Speranza apre la Festa di Articolo 1 in un’arena “abusiva” e viene accolto dai fischi
In condizioni strutturali precarie e gestita «sine titulo», insomma abusivamente, da un circolo Arci. È la condizione in cui si troverebbe l’Arena Astra di Livorno, dove ieri il ministro della Salute, Roberto Speranza, ha inaugurato la festa nazionale di Articolo 1, tra le proteste dei no green pass che scandivano slogan come «Finché c’è Covid, c’è Speranza». A denunciare il caso è stata La Verità, sottolineando come risulti degno di nota anche perché coinvolge il ministro che più di tutti, in questi lunghi mesi di emergenza Covid, si è fatto volto del più assoluto rigorismo nel rispetto delle regole, tanto da arrivare all’epoca ad auspicare le delazioni tra vicini che le violassero.
Speranza apre la Festa di Articolo 1 nell’arena “abusiva”
Ma tant’è, stavolta in una situazione che appare quanto meno incerta sul rispetto delle regole sembra proprio che ci si sia trovato lui, Speranza. Stando ai documenti comunali di cui dà conto Daniele Capezzone su LaVerità, infatti, l’Arena Astra, gestita dall’omonimo circolo Arci, risulterebbe occupata «sine titulo». Dal 2004 l’assegnazione dell’impianto all’Arci sarebbe avvenuta, si legge nei documenti citati dal quotidiano diretto da Maurizio Belpietro, «tramite concessione a titolo provvisorio soggetta a proroghe annuali». Non solo, benché il canone fissato fosse nel 2004 fosse pari a circa 36.500 euro l’anno, anni dopo Arci e Comune dovettero arrivare a una transazione economica perché il Circolo non pagava.

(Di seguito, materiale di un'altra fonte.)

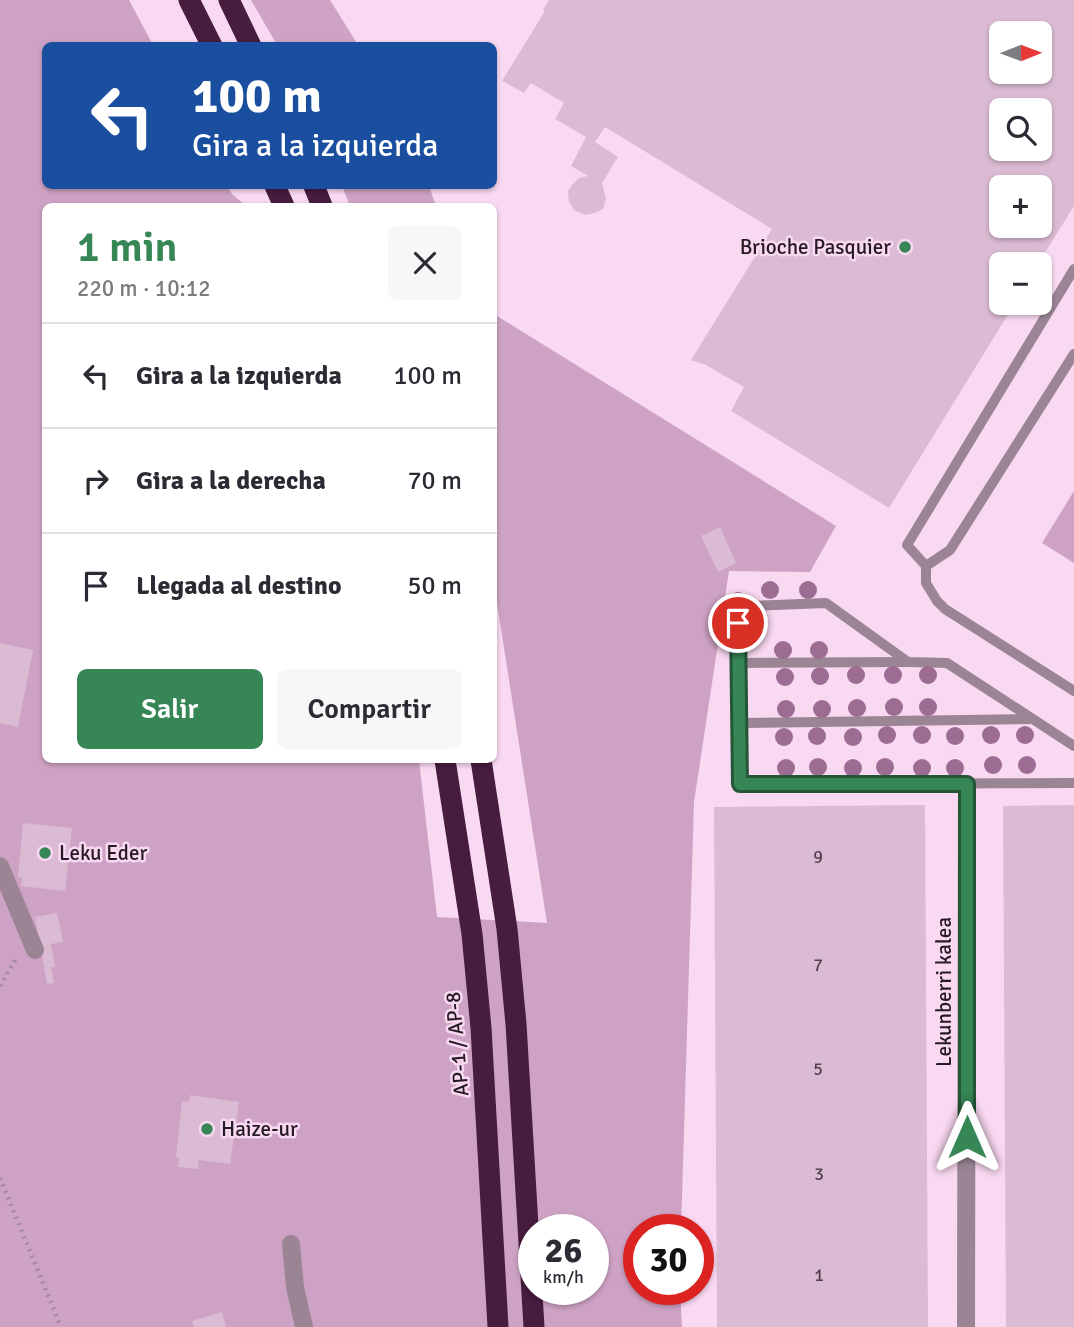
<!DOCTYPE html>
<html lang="es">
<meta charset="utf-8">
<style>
:root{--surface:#fff;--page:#f7f7f7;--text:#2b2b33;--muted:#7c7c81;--line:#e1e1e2;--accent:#368656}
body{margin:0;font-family:Signika,sans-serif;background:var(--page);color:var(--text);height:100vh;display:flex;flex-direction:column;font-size:26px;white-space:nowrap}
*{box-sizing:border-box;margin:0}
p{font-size:23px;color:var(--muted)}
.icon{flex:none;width:38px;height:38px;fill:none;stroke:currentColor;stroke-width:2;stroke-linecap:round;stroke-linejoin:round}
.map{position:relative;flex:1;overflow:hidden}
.panel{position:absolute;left:42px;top:203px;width:455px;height:560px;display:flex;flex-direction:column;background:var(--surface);border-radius:10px;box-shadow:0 2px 5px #0004}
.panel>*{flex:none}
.guide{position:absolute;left:42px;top:42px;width:455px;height:147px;border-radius:10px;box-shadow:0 2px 5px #0004;background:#1a4fa0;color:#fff;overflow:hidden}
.needle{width:46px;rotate:89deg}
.fabs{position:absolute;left:989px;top:21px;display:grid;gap:14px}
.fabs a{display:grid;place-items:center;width:63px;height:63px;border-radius:10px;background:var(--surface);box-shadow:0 2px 5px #0004;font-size:35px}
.speed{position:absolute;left:518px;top:1214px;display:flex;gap:14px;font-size:35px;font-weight:700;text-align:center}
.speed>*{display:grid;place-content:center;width:91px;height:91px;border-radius:50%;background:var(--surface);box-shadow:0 2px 5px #0004;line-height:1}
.speed small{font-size:18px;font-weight:400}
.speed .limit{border:10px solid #d22;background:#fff;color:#111}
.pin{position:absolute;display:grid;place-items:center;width:60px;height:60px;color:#fff;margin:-30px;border:4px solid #fff;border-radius:50%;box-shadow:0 2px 7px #0007}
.me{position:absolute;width:77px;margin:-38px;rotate:0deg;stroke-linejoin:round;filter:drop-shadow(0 0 5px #0008)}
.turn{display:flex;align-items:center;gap:24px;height:147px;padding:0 35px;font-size:32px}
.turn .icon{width:91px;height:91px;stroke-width:2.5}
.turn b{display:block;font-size:49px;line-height:60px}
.round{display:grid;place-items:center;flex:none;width:74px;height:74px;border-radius:10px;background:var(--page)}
.overview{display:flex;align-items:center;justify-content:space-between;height:119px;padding:0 35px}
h1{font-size:42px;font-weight:600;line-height:52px;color:var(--accent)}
.action{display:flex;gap:14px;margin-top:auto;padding:14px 35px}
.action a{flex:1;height:80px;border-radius:10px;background:var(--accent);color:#fff;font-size:28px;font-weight:600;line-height:80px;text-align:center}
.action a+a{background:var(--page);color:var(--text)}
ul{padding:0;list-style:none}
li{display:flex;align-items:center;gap:21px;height:105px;padding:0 35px;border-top:2px solid var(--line)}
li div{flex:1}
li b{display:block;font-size:26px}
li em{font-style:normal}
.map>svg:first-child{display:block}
.green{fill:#cea2c4;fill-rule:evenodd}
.building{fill:#dbbbd3;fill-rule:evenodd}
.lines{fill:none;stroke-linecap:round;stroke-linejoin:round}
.path{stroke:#a28a9c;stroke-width:4.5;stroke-dasharray:2 5;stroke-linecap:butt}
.service{stroke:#9b8595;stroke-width:10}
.minor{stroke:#9b8595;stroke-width:18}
.motorway{stroke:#461c3f;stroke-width:21}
.tree{fill:#9c6c93}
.route-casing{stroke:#235738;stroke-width:18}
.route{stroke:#368656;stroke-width:12}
.poi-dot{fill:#368656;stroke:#f9d8f1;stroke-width:2.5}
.labels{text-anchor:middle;stroke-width:5;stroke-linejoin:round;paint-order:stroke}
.number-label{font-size:18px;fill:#52424f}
.poi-label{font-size:21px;fill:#251a23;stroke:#f9d8f1;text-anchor:start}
.street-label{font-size:21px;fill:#251a23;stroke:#f9d8f1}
</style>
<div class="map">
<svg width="1074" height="1327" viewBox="0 0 1074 1327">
<rect width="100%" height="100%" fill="#f9d8f1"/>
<g class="green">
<path d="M0 0H129L153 45 46 46V186H227L232 194 246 206H46V760H419L437 917 547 923 497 603 494 593V314L836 526 810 572 729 571 694 802 681 1230H639V1290H680L682 1327H0ZM534 1230H593V1290H534Z"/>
<polygon points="251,0 330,0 358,45 277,45"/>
<polygon points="342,186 429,186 436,206 350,206"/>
<polygon points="1074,491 1074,563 1042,543"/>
</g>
<g class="building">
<path d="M549 0H1074V206L1038 264H1001V303H1015L889 508 731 411 744 387 706 365 691 360 772 229 605 127 595 142 618 157 602 183 606 199 603 209 595 213 585 215 574 210 569 202 568 191 573 184 579 178 588 176 571 166 586 137 555 119 564 103 531 83 524 93 502 81 545 11 543 10ZM1001 33H1040V72H1001ZM1001 110H1040V149H1001ZM1001 187H1040V226H1001Z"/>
<polygon points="720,527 736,563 718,572 701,536"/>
<polygon points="0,643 33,650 18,727 0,723"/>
<polygon points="925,805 928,1327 717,1327 714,807"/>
<polygon points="1074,805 1074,1327 1006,1327 1003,806"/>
<polygon points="23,823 72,828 65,891 21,886 22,878 18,877"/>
<polygon points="57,913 63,942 51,944 55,967 51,967 54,983 47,984 35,917"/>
<polygon points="190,1095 239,1102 230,1164 199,1160 198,1169 178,1167 179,1157 176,1157 182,1101 189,1102"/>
<polygon points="222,1312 226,1327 194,1327 192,1321"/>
</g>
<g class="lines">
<g class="path">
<polyline points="0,986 17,957"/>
<polyline points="0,1178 61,1327"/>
</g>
<g class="service">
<polyline points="1074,269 907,545 926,566 926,583 937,601 945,609 1074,691"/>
<polyline points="926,566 950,550 1074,354"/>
<polyline points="738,663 907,662"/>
<polyline points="739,723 1032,719"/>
<polyline points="1074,746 947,663 908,662 826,603 751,606 738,623 740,784 1074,783"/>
</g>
<g class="minor">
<polyline points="0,866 35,950"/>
<polyline points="291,1244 295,1287 304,1327"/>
<polyline points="966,1327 967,784"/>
</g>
<g class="motorway">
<polyline points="189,0 212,46"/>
<polyline points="229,0 251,46"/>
<polyline points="275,186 284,206"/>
<polyline points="314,186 322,206"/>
<polyline points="445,760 472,934 481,1028 498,1327"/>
<polyline points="481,760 507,929 516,1024 534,1327"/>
</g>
</g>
<g class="tree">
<circle cx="770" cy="590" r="9"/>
<circle cx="808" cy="590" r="9"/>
<circle cx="738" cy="601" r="9"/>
<circle cx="783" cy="650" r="9"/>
<circle cx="819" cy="650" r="9"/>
<circle cx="856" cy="675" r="9"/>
<circle cx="893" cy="675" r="9"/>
<circle cx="928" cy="675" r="9"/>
<circle cx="820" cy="676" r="9"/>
<circle cx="785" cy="677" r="9"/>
<circle cx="894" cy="707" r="9"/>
<circle cx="928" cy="707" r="9"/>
<circle cx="857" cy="708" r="9"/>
<circle cx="786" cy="709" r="9"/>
<circle cx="822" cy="709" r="9"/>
<circle cx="887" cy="735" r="9"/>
<circle cx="922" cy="735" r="9"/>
<circle cx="991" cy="735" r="9"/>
<circle cx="1025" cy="735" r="9"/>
<circle cx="817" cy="736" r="9"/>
<circle cx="955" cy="736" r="9"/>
<circle cx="784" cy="737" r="9"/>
<circle cx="853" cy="737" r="9"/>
<circle cx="993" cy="765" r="9"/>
<circle cx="1027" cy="765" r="9"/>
<circle cx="818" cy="767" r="9"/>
<circle cx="885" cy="767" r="9"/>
<circle cx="786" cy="768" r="9"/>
<circle cx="853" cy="768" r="9"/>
<circle cx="922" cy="768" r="9"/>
<circle cx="955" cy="768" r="9"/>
</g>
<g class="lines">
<defs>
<polyline id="route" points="738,623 740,784 967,784 967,1137"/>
</defs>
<use href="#route" class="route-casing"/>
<use href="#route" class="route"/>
</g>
<g class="poi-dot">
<circle cx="905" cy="247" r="7"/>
<circle cx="45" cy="853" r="7"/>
<circle cx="207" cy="1129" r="7"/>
</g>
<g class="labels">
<g class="number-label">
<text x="818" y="863">9</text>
<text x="818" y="971">7</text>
<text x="818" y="1075">5</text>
<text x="819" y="1180">3</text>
<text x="819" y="1281">1</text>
</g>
<g class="poi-label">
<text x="891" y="254" text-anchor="end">Brioche Pasquier</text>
<text x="59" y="860">Leku Eder</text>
<text x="221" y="1136">Haize-ur</text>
</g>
<g class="street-label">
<text transform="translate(944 992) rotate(-90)" y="7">Lekunberri kalea</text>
<text transform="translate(457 1044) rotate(-95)" y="7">AP-1 / AP-8</text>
</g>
</g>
</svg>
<div class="fabs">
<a><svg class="needle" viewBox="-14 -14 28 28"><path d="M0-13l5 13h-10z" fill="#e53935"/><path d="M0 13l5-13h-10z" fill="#7c7c81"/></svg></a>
<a><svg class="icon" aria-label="search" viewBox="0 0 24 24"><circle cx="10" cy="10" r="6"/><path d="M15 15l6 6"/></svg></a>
<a>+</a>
<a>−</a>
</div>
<div class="speed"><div>26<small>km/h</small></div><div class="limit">30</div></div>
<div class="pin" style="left:738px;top:623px;background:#d93025"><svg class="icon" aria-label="arrive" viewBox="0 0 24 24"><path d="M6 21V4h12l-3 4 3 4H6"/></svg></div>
<svg class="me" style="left:967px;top:1137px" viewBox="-20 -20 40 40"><path d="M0-17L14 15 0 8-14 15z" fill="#368656" stroke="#fff" stroke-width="4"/></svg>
<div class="guide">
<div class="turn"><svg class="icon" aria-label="left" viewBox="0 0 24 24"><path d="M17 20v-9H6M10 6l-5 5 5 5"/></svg><div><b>100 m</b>Gira a la izquierda</div></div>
</div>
<section class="panel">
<div class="overview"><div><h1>1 min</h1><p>220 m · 10:12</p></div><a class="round"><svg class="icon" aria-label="close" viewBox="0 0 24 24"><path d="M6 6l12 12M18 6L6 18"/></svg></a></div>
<ul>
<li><svg class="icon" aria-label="left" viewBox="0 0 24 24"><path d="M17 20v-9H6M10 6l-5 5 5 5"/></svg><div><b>Gira a la izquierda</b></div><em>100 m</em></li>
<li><svg class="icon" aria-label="right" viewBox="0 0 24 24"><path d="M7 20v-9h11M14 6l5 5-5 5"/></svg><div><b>Gira a la derecha</b></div><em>70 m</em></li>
<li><svg class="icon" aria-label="arrive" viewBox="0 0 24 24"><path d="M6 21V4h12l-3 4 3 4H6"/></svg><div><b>Llegada al destino</b></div><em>50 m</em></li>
</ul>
<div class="action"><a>Salir</a><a>Compartir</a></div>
</section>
</div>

Ciononostante l’associazione avrebbe continuato a poter gestire l’impianto senza bando di gara e senza una convenzione con il Comune.
«Così un bene pubblico è diventato di fatto privato»
E questo dal punto di vista amministrativo, perché poi c’è il piano strutturale rispetto al quale gli uffici comunali hanno segnalato gravi carenze e «situazioni pregresse di abusi edilizi». A conti fatti, dunque, ha detto a La Verità il consigliere comunale della Lega a Livorno Alessandro Perini, che ha fornito la documentazione sul caso, «un bene pubblico è divenuto di fatto privato, viste le condizioni con cui viene gestito. E addirittura diventa sede per la propaganda di un partito. Non credo che ciò sia nell’interesse di Livorno».